Over the past few years, the media has run several stories of senior politicians whose marriages were on the rocks ranging from very senior military leaders (both retired and still serving), government ministers and senior party leaders. In most of these cases, it is the women who file or complain of mistreatment by their men to an extent that they opt to quit the institution of marriage than face abuse. Is it that our political culture does not promote marriage values or it is just that the behaviour of Zimbabwe men who cannot resist the beauty of young girls as soon as they ride on power and wealth? I shall leave that to you the reader to decipher.

The second question challenges the probity of our government’s commitment to transparency and accountability. The period of the government of national unity was characterised by calls for a land audit with the objective of identifying multiple land owners. But every time such was raised it was shot down by those who claimed to have fought for the country. Until to date, the nation does not know who owns how many farms and have relied on women, especially divorce cases of senior politicians have given us an insight into who owns how many farms. Can we therefore promote more divorces in order to know the truth of who is corrupt in the system when we have competent policing system?

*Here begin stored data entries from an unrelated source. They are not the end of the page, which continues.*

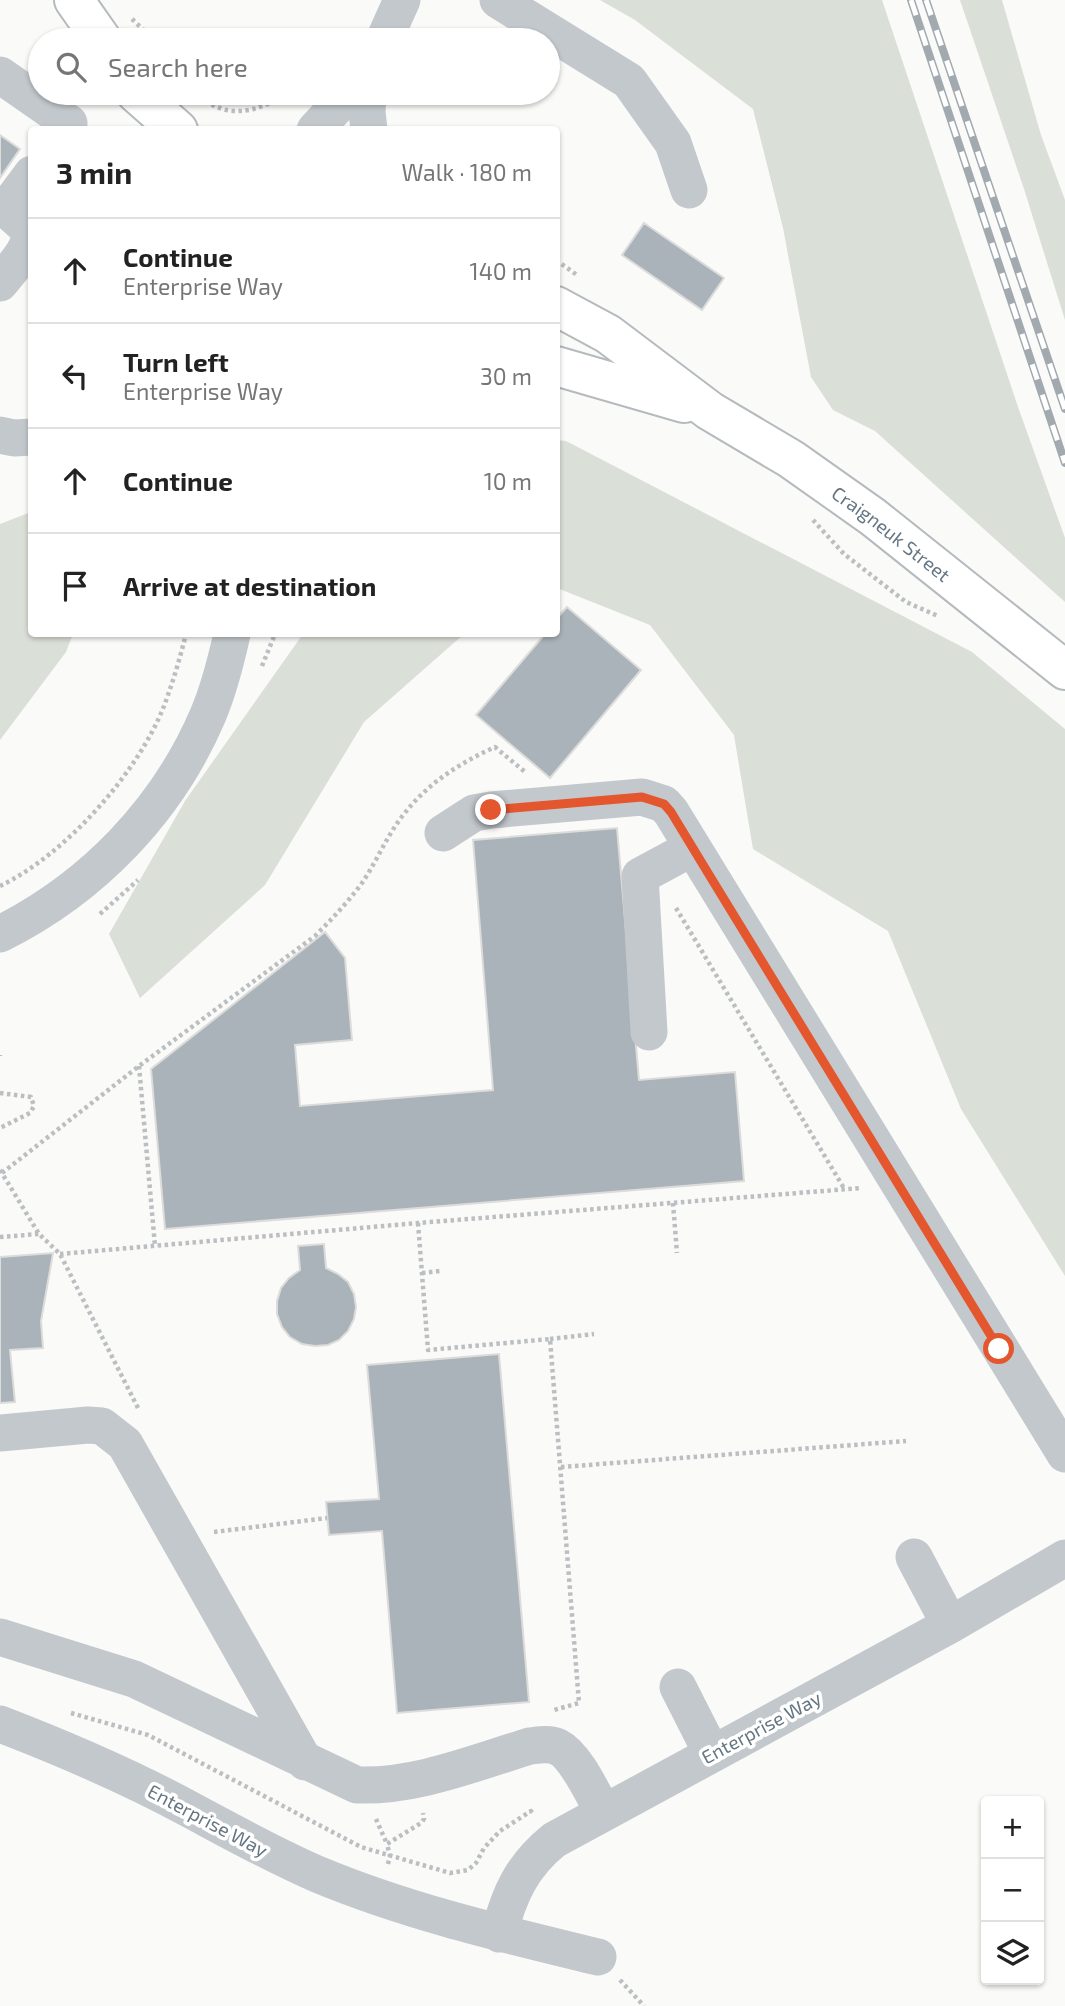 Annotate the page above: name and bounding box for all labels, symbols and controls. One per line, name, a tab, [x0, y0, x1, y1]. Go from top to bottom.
search box	[28, 28, 560, 105]
icon: search	[52, 48, 90, 86]
text: Search here	[108, 51, 248, 82]
text: 3 min	[56, 154, 132, 190]
text: Walk · 180 m	[402, 158, 532, 186]
text: Continue	[123, 241, 233, 272]
icon: ahead	[56, 252, 94, 290]
text: 140 m	[470, 257, 532, 285]
text: Enterprise Way	[123, 272, 283, 300]
text: Turn left	[123, 346, 229, 377]
icon: left	[56, 357, 94, 395]
text: 30 m	[480, 362, 532, 390]
text: Enterprise Way	[123, 377, 283, 405]
icon: ahead	[56, 462, 94, 500]
text: Continue	[123, 465, 233, 496]
text: 10 m	[484, 467, 532, 495]
street label: Craigneuk Street	[828, 481, 955, 586]
icon: arrive	[56, 567, 94, 605]
text: Arrive at destination	[123, 570, 376, 601]
route end	[475, 794, 506, 825]
route start	[983, 1333, 1014, 1364]
street label: Enterprise Way	[697, 1686, 825, 1768]
street label: Enterprise Way	[144, 1779, 272, 1861]
map controls	[981, 1796, 1044, 1985]
button: +	[981, 1796, 1044, 1859]
button: −	[981, 1859, 1044, 1922]
button: layers	[981, 1922, 1044, 1985]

This is not only important for transparency purposes, but for the development of the country. Take for example; there is a general assumption among Zimbabweans that land is a good form of investment. This means that people can acquire, using their political connections, as much land as they can which they do not develop, but then resale it in one or two years for double or triple the original price even when the piece of land has not been developed. It is the poor like me and you, who are unfortunately, for the desire of owning a property, are exposed to the vagaries of these greedy Zimbabwe capitalist tendencies. It is the development of the country that suffers in the long term.

In the end, it is the country’s productive energies that are stifled and suffer. Instead of the purchasers of land investing part of his earning on other productive sectors, most of their earnings are trapped into servicing loans provided by the land barons creating an unnecessary cycle of poverty on people who would otherwise be better off if the means of production such as land are properly regulated.

In our case, this is very problematic and perhaps one of the reasons the economy will not grow to its full potential. There is always a problem when 80% of the economy is owned and controlled by less than 20% of the population as the success of such an economy is dependent on the whims of those few, especially when it is clear that those few have no other intentions than amassing vast tracks of land and price speculation. This problem is bigger than just land ownership as it goes further to affect the DNA of the broader economy. Take for example, the indigenisation policy has been largely framed around ownership and not production and property utilisation.

While ownership remains the base, modern economies have shifted to focus largely on production and utilisation. This is why China instead of buying land or colonising countries to access land, they in fact rent land from which they meet food requirements for their people. Still the Chinese approach stupefies the African land owners, as it earns them only in rentals and leave the land exhausted and of less value on the market. To our war veterans, for all the trouble you have given the people of this country, when you say you fought for land, did you mean you fought for those few people to own half the country? I will be pleased to get your response on this unless your chose to subordinate the war cause to the whim of our new capitalists.